In the basic training and war sequences, the characters are mostly unmemorable, though it was fun to see Damon Wayans Jr. as Drill Sgt. Masters, in sly dialogue with his father’s 1995 Major Payne. In the drugs and robberies sequences, the characters become more vivid, as though Cherry were paying closer attention under the influence than under fire. There’s the odious double-Izod-wearing preppie dealer, “Pills and Coke,” played with infuriating self-satisfaction by Midsommar’s Jack Reynor; the sweet, idiotically grinning (unless hysterically sobbing) accomplice, James Lightfoot (Forrest Goodluck); the dealer of dealers, Black (Daniel R. Hill), who looks like a Carcosa meth cook. These are the bad guys we came to the crime movie to see, and from here to the end, Cherry is, in its criminal character studies, like a junior-varsity Good Time or The Friends of Eddie Coyle.

Cherry, like its source material, has a lot going for it as black comedy, as anthropological study, and as cautionary tale. But can it be read as a cautionary tale? In the first paragraph of the novel version, we find: “The pants are fucked too — cigarette burns in the crotches. All heroin chic, like I were famous already.” What’s that “already” doing there, exactly? Does Nico Walker think he’s famous for robbing banks in Cleveland? Or does he know he’ll be famous for writing about it?

If Cherry is a cautionary tale, the warnings aren’t about forever wars or PTSD or the opioid crisis. We’re saturated with those. It’s about fooling yourself. As with Emily’s “love is just pheromones,” the movie is propaganda for the folk belief that we’re all at the mercy of big, impersonal forces: biology, society, military culture, Big Pharma, whatever. Even love is outside our control, so why shouldn’t walking into a bank with a gun be?
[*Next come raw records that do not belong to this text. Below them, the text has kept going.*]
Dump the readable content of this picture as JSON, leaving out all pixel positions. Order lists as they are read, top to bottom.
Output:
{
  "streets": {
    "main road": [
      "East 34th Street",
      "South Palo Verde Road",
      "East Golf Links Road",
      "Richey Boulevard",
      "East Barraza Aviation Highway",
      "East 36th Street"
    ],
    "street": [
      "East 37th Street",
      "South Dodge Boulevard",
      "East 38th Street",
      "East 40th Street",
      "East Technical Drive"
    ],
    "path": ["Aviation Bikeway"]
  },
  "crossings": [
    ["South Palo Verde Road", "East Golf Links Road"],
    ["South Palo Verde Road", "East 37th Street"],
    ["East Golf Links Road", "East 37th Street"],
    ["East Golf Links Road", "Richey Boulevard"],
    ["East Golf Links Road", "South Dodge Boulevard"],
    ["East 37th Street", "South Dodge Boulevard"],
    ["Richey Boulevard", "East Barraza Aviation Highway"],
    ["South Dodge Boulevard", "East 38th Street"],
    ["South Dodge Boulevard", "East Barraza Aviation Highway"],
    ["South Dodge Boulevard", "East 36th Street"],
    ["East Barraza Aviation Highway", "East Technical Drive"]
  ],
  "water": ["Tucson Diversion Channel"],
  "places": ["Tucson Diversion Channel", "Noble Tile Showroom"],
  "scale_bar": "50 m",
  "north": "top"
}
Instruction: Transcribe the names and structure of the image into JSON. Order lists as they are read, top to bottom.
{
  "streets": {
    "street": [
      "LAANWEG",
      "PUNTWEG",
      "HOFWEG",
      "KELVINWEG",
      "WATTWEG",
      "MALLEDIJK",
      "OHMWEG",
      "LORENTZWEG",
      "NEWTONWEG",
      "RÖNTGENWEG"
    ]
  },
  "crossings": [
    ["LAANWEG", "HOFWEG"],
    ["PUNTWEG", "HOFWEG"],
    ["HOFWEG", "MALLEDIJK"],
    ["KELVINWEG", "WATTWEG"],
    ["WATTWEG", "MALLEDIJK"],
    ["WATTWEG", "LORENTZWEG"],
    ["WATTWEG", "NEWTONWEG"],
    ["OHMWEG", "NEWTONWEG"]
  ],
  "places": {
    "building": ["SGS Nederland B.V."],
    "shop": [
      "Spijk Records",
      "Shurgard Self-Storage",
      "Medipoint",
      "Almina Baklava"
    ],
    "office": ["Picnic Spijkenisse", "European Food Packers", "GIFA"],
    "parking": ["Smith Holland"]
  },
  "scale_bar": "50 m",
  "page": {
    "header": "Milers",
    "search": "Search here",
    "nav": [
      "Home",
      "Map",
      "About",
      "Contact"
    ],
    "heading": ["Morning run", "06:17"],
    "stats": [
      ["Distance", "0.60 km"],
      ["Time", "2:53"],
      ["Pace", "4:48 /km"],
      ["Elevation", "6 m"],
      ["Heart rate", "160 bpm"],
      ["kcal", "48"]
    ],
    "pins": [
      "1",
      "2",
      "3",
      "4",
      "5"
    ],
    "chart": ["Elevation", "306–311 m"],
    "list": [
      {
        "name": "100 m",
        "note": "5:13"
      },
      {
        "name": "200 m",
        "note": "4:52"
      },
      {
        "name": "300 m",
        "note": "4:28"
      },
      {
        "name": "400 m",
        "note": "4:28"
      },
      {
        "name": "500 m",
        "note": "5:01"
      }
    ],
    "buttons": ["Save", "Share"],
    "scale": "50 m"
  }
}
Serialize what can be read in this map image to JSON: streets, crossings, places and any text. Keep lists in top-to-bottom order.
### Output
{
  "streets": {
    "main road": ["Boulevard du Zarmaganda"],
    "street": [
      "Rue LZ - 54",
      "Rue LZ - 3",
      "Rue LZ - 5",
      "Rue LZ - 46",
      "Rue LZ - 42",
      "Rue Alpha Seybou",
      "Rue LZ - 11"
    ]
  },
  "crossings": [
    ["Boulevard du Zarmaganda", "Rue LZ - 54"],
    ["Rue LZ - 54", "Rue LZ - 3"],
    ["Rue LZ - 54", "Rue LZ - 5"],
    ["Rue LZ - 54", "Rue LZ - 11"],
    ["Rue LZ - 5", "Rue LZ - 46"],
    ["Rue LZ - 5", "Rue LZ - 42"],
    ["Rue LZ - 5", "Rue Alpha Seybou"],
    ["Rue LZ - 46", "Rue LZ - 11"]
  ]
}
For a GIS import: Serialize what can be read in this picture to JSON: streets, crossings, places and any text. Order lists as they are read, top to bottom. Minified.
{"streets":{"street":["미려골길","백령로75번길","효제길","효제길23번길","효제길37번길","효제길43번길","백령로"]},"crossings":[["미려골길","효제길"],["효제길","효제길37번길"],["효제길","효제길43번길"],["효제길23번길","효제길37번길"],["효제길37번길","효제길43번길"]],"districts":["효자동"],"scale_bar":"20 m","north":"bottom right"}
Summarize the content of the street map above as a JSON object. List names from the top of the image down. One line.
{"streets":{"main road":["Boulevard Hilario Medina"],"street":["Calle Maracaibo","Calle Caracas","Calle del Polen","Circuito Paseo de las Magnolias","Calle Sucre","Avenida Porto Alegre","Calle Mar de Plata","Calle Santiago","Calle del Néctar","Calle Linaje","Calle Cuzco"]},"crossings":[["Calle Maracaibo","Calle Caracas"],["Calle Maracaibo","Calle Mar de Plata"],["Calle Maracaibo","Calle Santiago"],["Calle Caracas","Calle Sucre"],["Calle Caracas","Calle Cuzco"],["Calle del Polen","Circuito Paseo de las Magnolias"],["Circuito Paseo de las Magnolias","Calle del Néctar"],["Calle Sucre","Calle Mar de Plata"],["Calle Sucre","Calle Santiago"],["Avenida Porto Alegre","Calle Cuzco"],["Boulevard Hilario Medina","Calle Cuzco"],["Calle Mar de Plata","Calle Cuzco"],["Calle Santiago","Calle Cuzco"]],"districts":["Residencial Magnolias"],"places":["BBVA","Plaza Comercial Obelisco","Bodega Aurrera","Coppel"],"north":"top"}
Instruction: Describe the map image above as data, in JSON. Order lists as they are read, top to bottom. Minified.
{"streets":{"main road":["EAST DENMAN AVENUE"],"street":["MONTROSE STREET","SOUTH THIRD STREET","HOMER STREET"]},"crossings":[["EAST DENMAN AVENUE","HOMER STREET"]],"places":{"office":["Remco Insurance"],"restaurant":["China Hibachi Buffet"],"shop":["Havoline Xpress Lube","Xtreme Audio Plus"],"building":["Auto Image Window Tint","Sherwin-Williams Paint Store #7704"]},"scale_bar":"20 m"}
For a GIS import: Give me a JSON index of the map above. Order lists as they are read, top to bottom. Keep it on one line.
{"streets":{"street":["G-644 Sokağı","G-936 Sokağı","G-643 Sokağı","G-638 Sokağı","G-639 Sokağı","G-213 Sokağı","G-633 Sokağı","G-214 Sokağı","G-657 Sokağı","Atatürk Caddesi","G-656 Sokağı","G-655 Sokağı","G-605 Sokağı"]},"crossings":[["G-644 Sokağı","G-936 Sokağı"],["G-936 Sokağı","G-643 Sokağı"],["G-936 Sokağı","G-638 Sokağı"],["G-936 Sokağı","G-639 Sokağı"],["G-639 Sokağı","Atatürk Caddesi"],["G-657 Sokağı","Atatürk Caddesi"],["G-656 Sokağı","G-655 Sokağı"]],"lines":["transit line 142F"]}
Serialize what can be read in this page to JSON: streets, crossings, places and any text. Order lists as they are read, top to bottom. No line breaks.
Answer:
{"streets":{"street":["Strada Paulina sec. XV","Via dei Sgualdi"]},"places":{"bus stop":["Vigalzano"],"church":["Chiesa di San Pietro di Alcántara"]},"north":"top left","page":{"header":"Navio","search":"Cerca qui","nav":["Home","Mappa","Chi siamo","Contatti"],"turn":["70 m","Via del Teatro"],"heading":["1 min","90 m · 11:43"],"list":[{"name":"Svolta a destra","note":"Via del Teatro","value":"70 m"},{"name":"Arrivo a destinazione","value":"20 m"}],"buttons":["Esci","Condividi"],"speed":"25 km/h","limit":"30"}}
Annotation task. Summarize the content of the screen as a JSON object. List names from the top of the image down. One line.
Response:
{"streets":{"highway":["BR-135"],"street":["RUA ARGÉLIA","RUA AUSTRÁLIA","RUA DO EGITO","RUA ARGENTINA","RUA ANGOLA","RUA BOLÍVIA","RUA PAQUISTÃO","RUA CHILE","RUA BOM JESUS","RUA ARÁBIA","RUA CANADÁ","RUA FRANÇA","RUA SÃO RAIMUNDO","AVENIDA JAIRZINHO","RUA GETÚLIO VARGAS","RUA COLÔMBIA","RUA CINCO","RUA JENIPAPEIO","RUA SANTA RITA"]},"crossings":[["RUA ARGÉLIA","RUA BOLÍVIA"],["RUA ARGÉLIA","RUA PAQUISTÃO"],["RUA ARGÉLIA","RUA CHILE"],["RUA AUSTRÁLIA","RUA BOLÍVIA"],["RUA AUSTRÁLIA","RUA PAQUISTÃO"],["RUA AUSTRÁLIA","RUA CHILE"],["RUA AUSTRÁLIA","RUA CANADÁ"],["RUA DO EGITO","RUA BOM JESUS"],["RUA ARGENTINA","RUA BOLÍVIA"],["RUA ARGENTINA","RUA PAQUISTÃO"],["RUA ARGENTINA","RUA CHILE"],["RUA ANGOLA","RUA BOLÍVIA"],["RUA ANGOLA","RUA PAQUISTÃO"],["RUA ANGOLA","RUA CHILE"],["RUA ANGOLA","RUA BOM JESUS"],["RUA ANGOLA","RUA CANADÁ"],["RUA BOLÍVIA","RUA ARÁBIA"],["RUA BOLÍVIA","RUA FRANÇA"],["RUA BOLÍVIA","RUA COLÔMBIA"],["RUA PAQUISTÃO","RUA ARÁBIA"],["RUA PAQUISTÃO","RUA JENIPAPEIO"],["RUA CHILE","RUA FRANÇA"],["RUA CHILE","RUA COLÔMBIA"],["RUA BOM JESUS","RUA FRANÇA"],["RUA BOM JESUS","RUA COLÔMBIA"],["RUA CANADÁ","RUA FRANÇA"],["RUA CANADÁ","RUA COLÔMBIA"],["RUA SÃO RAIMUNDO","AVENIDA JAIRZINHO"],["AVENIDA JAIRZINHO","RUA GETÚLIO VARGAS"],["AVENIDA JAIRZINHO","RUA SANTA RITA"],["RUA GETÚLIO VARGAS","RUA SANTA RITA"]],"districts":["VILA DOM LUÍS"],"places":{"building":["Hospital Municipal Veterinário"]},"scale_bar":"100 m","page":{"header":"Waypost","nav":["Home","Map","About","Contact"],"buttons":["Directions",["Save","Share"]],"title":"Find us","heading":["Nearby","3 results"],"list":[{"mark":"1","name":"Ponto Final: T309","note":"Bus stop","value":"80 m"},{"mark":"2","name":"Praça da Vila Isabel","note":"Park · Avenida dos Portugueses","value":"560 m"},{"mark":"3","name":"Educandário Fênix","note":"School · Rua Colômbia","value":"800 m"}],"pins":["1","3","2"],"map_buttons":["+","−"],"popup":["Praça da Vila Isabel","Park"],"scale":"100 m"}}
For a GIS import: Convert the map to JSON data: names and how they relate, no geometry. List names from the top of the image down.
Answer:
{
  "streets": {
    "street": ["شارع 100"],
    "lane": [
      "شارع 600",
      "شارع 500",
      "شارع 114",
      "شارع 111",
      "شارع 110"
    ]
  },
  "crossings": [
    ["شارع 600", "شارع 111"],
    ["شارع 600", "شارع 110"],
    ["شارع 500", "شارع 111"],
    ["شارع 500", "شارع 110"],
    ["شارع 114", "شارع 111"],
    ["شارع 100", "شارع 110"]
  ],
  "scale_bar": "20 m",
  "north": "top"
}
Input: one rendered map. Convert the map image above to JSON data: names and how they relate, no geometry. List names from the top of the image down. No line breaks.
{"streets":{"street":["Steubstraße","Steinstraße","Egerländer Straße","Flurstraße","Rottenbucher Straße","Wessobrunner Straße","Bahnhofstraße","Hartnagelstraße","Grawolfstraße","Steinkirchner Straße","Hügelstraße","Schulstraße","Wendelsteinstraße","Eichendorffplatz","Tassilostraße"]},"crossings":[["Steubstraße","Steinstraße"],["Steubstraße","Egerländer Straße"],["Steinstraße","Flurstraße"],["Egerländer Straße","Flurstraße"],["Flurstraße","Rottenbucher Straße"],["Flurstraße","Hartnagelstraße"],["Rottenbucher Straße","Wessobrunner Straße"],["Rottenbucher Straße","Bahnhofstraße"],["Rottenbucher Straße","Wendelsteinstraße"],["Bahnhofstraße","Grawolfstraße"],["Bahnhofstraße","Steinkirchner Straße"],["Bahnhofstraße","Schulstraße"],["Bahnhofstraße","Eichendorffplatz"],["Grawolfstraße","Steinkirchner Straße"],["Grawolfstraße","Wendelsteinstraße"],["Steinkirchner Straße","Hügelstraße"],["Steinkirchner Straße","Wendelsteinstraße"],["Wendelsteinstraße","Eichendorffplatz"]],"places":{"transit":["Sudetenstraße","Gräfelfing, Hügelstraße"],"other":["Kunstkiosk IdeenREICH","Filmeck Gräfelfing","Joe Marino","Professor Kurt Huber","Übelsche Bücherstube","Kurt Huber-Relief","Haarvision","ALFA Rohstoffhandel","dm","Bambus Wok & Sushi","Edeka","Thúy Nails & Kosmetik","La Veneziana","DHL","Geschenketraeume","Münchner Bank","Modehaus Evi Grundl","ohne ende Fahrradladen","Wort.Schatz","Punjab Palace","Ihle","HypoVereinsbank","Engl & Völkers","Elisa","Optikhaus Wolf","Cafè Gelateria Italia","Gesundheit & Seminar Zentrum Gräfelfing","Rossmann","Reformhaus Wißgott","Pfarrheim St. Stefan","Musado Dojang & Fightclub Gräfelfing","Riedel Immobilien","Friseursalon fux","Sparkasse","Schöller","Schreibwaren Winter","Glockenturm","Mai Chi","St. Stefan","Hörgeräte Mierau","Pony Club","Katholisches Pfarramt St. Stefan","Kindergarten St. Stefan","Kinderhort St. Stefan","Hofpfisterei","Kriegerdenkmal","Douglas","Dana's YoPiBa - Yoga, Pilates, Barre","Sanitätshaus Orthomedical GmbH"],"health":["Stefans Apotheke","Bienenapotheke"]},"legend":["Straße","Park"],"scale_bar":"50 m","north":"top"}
The outstanding 2017 true crime book Ranger Games examined the case of an Army Ranger, who, under his CO’s influence, participated in a bank robbery. He drove his father’s Audi as the getaway vehicle without obscuring the license plates, and his defense was that he thought it was a training exercise. The book uncovered what any honest observer could see. He was in it for the thrill and knew what he was doing all along. He was an adult. Cherry, in similar fashion, offers the plausible rationalizations we’ve been primed to accept. It does so carefully and without sparing much thought for Walker’s victims. Whatever the merits of its storytelling or the exotic quality of its Rust Belt voice, Cherry is anything but guileless. This isn’t a redemption story. It’s image rehab.

Stefan Beck is a writer living in Hudson, New York.